Goal of the exercise: Pictures in the data should be dropped; transcribe exactly the lines from the one that has "Bounding boxes for all labels, symbols and controls, the" through the one that has "I need the bounding".

Exercise inputs:
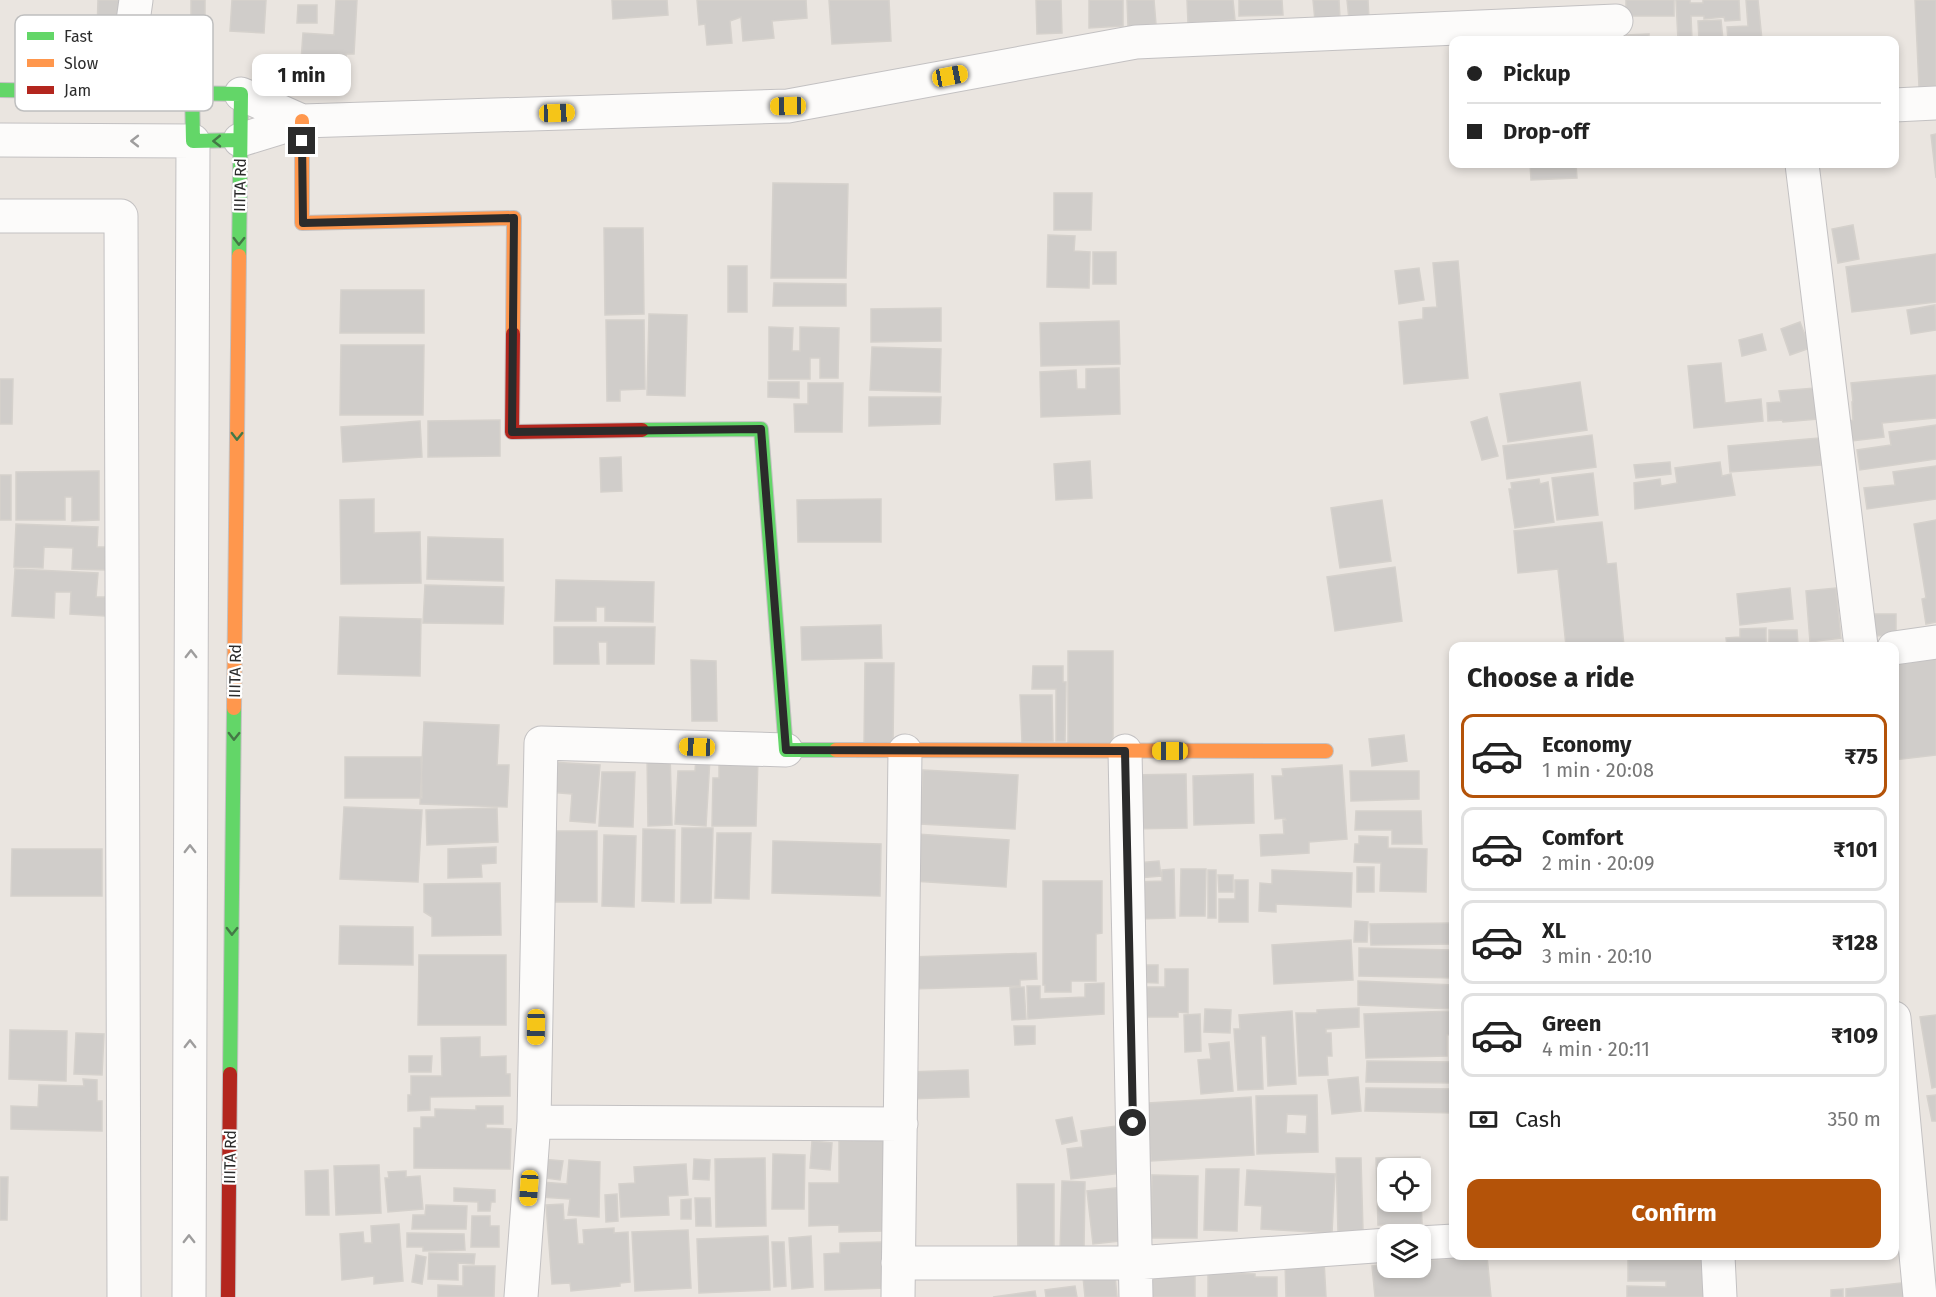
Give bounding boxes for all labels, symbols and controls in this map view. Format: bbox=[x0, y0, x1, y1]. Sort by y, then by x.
legend bbox=[15, 15, 213, 111]
text: Fast bbox=[64, 27, 93, 46]
text: Slow bbox=[64, 54, 99, 73]
callout: 1 min bbox=[252, 54, 352, 96]
text: Pickup bbox=[1503, 60, 1571, 87]
text: 1 min bbox=[277, 63, 326, 87]
car bbox=[931, 64, 969, 88]
text: Jam bbox=[64, 81, 91, 100]
car bbox=[770, 97, 806, 115]
car bbox=[539, 103, 575, 123]
text: Drop-off bbox=[1503, 118, 1589, 145]
route end bbox=[288, 127, 315, 154]
one-way arrow bbox=[130, 134, 139, 147]
one-way arrow bbox=[212, 135, 221, 147]
street label: IIITA Rd bbox=[230, 158, 250, 212]
one-way arrow bbox=[233, 236, 245, 245]
one-way arrow bbox=[231, 431, 243, 440]
street label: IIITA Rd bbox=[225, 644, 245, 698]
one-way arrow bbox=[185, 649, 197, 658]
text: Choose a ride bbox=[1467, 662, 1634, 694]
icon: car bbox=[1470, 729, 1524, 783]
one-way arrow bbox=[228, 731, 240, 740]
text: Economy bbox=[1542, 731, 1631, 758]
car bbox=[679, 737, 715, 757]
car bbox=[1152, 742, 1188, 760]
text: ₹75 bbox=[1844, 743, 1878, 770]
text: 1 min · 20:08 bbox=[1542, 758, 1654, 782]
icon: car bbox=[1470, 822, 1524, 876]
text: Comfort bbox=[1542, 824, 1623, 851]
text: ₹101 bbox=[1833, 836, 1878, 863]
one-way arrow bbox=[184, 844, 196, 853]
text: 2 min · 20:09 bbox=[1542, 851, 1654, 875]
icon: car bbox=[1470, 915, 1524, 969]
text: XL bbox=[1542, 917, 1566, 944]
one-way arrow bbox=[226, 926, 238, 935]
text: ₹128 bbox=[1832, 929, 1878, 956]
text: 3 min · 20:10 bbox=[1542, 944, 1652, 968]
icon: car bbox=[1470, 1008, 1524, 1062]
car bbox=[527, 1009, 545, 1045]
text: Green bbox=[1542, 1010, 1601, 1037]
text: ₹109 bbox=[1831, 1022, 1878, 1049]
text: 4 min · 20:11 bbox=[1542, 1037, 1650, 1061]
one-way arrow bbox=[183, 1039, 196, 1048]
icon: cash bbox=[1467, 1103, 1500, 1136]
text: Cash bbox=[1515, 1106, 1562, 1133]
text: 350 m bbox=[1827, 1107, 1881, 1131]
route start bbox=[1119, 1109, 1146, 1136]
street label: IIITA Rd bbox=[220, 1130, 240, 1184]
map controls bbox=[1377, 1158, 1431, 1278]
button: locate bbox=[1377, 1158, 1431, 1212]
car bbox=[519, 1169, 539, 1207]
button: Confirm bbox=[1467, 1179, 1881, 1248]
button: layers bbox=[1377, 1224, 1431, 1278]
one-way arrow bbox=[183, 1234, 195, 1243]

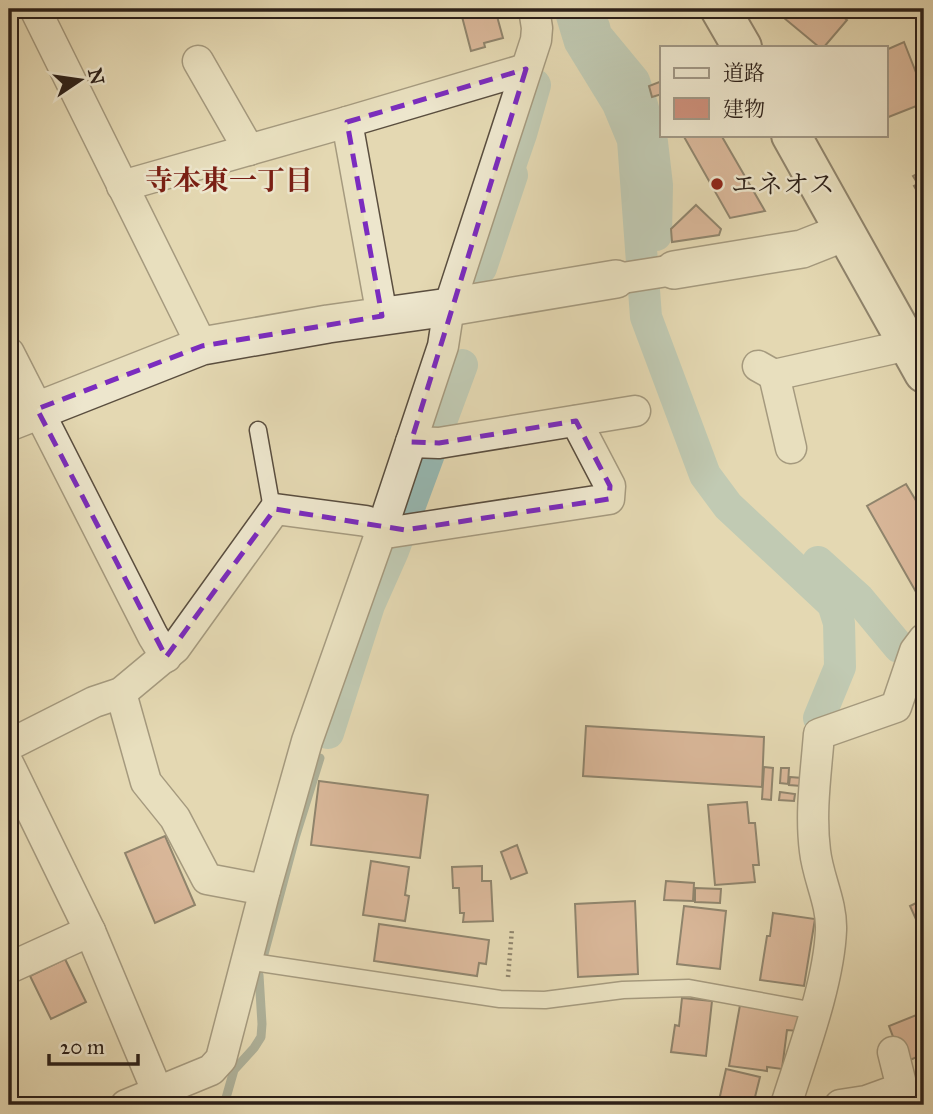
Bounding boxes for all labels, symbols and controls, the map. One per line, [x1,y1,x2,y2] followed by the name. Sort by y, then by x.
[46,46,116,116] north arrow
[660,46,888,136] legend
[723,60,765,86] text: 道路
[83,66,109,87] text: N
[723,96,765,122] text: 建物
[145,163,313,198] district label: 寺本東一丁目
[731,168,835,200] place label: エネオス
[709,176,725,192] marker: エネオス
[49,1023,138,1067] scale bar
[60,1034,105,1060] text: 20 m

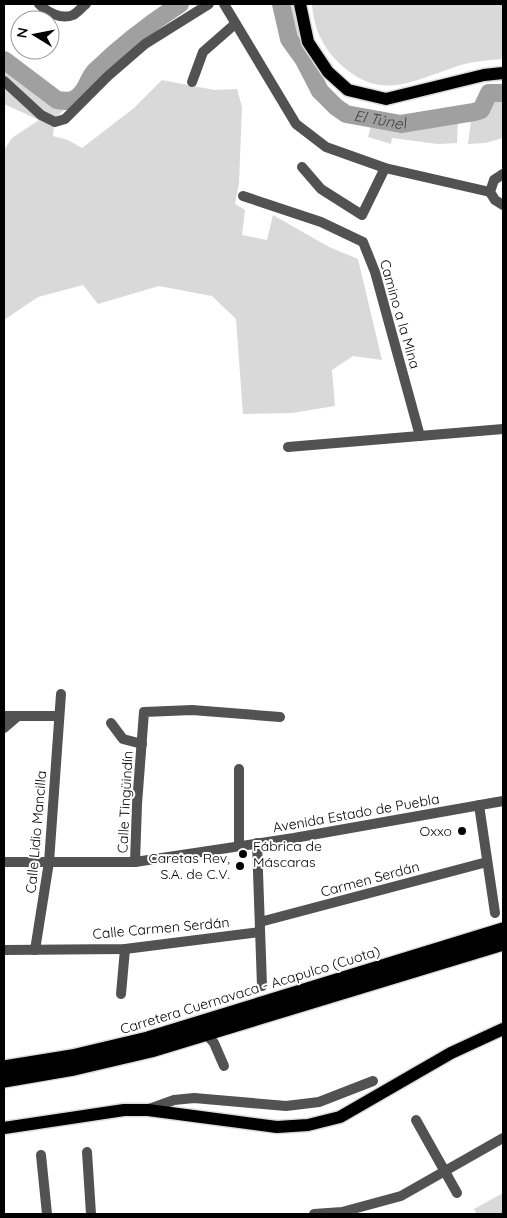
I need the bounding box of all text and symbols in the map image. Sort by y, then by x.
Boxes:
north arrow [10,10,60,60]
text: N [12,26,32,39]
water label: El Túnel [353,106,409,133]
street label: Camino a la Mina [376,257,424,371]
street label: Calle Tingüindín [113,750,137,854]
street label: Calle Lidio Mancilla [22,770,50,894]
street label: Avenida Estado de Puebla [271,789,441,837]
place label: Oxxo [420,822,452,840]
marker: Oxxo [456,825,468,837]
place label: Fábrica de Máscaras [253,837,322,871]
marker: Fábrica de Máscaras [237,848,249,860]
place label: Caretas Rev, S.A. de C.V. [148,849,230,883]
street label: Carmen Serdán [319,857,421,901]
marker: Caretas Rev, S.A. de C.V. [234,860,246,872]
street label: Calle Carmen Serdán [92,913,230,943]
street label: Carretera Cuernavaca - Acapulco (Cuota) [118,942,382,1038]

Reply to the task:
Bounding boxes for all labels, symbols and controls, the map. One per line, [x1,y1,x2,y2] followed by the name. Sort by y, then by x.
[46,46,116,116] north arrow
[660,46,888,136] legend
[723,60,765,86] text: 道路
[83,66,109,87] text: N
[723,96,765,122] text: 建物
[145,163,313,198] district label: 寺本東一丁目
[731,168,835,200] place label: エネオス
[709,176,725,192] marker: エネオス
[49,1023,138,1067] scale bar
[60,1034,105,1060] text: 20 m

I need the bounding box of all text and symbols in the map image. Sort by y, then by x.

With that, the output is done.